Each record, word for word and stripped of pictures, is what the answer should contain.

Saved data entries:
*** Begin section ***
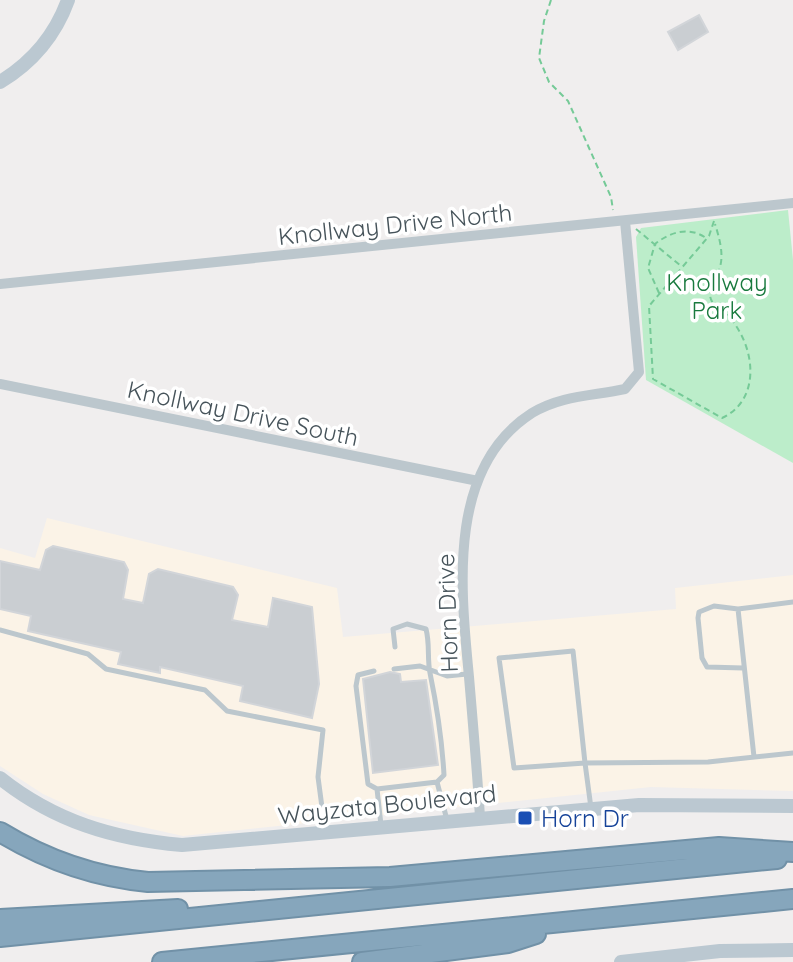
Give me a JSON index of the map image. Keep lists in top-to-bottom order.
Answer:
{
  "streets": {
    "street": [
      "Knollway Drive North",
      "Knollway Drive South",
      "Horn Drive",
      "Wayzata Boulevard"
    ]
  },
  "crossings": [
    ["Knollway Drive North", "Horn Drive"],
    ["Knollway Drive South", "Horn Drive"],
    ["Horn Drive", "Wayzata Boulevard"]
  ],
  "parks": ["Knollway Park"],
  "places": {
    "transit": ["Horn Dr"]
  }
}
*** End section ***
RESULT OF THE EXERCISE:
Give me a JSON index of the map image. Keep lists in top-to-bottom order.
Answer:
{
  "streets": {
    "street": [
      "Knollway Drive North",
      "Knollway Drive South",
      "Horn Drive",
      "Wayzata Boulevard"
    ]
  },
  "crossings": [
    ["Knollway Drive North", "Horn Drive"],
    ["Knollway Drive South", "Horn Drive"],
    ["Horn Drive", "Wayzata Boulevard"]
  ],
  "parks": ["Knollway Park"],
  "places": {
    "transit": ["Horn Dr"]
  }
}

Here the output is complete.